# What you should do
After locating the line with "I am building", retype it and every later line exactly, stopping at the end of the records.
══════
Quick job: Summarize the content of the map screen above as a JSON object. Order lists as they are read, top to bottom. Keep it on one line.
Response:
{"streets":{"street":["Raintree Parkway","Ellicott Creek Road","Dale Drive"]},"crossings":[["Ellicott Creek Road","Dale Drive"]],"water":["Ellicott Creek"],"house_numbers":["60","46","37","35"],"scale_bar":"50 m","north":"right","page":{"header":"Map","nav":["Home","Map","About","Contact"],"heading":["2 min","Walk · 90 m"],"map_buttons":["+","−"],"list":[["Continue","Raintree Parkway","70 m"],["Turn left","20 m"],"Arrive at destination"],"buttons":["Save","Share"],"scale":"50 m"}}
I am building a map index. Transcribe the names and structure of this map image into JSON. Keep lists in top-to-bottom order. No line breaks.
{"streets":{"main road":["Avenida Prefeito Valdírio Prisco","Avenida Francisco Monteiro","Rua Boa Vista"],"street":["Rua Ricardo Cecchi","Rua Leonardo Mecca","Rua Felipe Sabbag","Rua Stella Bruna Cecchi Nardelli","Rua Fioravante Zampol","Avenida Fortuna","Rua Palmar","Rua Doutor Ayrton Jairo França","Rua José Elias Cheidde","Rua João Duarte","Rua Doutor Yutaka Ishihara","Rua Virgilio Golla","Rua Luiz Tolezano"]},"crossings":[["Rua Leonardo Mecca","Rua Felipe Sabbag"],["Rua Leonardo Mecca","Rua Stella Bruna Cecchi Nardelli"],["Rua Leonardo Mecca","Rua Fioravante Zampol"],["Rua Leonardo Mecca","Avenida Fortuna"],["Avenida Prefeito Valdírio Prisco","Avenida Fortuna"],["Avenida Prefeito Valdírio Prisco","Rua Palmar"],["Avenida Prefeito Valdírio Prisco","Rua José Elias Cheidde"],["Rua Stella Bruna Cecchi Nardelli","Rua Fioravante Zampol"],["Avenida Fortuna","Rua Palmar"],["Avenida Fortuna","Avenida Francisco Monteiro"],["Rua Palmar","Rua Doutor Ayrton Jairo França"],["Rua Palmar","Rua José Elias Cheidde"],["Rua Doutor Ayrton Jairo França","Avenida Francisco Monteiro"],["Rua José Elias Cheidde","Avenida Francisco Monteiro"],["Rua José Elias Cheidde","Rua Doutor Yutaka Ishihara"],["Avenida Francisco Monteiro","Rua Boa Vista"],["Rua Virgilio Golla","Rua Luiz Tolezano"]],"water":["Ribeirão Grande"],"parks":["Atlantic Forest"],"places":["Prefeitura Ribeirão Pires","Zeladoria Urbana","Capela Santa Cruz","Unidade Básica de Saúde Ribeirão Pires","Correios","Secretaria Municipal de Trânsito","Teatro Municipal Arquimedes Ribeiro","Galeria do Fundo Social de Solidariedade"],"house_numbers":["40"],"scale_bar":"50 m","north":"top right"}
══════
# Answer to the problem
I am building a map index. Transcribe the names and structure of this map image into JSON. Keep lists in top-to-bottom order. No line breaks.
{"streets":{"main road":["Avenida Prefeito Valdírio Prisco","Avenida Francisco Monteiro","Rua Boa Vista"],"street":["Rua Ricardo Cecchi","Rua Leonardo Mecca","Rua Felipe Sabbag","Rua Stella Bruna Cecchi Nardelli","Rua Fioravante Zampol","Avenida Fortuna","Rua Palmar","Rua Doutor Ayrton Jairo França","Rua José Elias Cheidde","Rua João Duarte","Rua Doutor Yutaka Ishihara","Rua Virgilio Golla","Rua Luiz Tolezano"]},"crossings":[["Rua Leonardo Mecca","Rua Felipe Sabbag"],["Rua Leonardo Mecca","Rua Stella Bruna Cecchi Nardelli"],["Rua Leonardo Mecca","Rua Fioravante Zampol"],["Rua Leonardo Mecca","Avenida Fortuna"],["Avenida Prefeito Valdírio Prisco","Avenida Fortuna"],["Avenida Prefeito Valdírio Prisco","Rua Palmar"],["Avenida Prefeito Valdírio Prisco","Rua José Elias Cheidde"],["Rua Stella Bruna Cecchi Nardelli","Rua Fioravante Zampol"],["Avenida Fortuna","Rua Palmar"],["Avenida Fortuna","Avenida Francisco Monteiro"],["Rua Palmar","Rua Doutor Ayrton Jairo França"],["Rua Palmar","Rua José Elias Cheidde"],["Rua Doutor Ayrton Jairo França","Avenida Francisco Monteiro"],["Rua José Elias Cheidde","Avenida Francisco Monteiro"],["Rua José Elias Cheidde","Rua Doutor Yutaka Ishihara"],["Avenida Francisco Monteiro","Rua Boa Vista"],["Rua Virgilio Golla","Rua Luiz Tolezano"]],"water":["Ribeirão Grande"],"parks":["Atlantic Forest"],"places":["Prefeitura Ribeirão Pires","Zeladoria Urbana","Capela Santa Cruz","Unidade Básica de Saúde Ribeirão Pires","Correios","Secretaria Municipal de Trânsito","Teatro Municipal Arquimedes Ribeiro","Galeria do Fundo Social de Solidariedade"],"house_numbers":["40"],"scale_bar":"50 m","north":"top right"}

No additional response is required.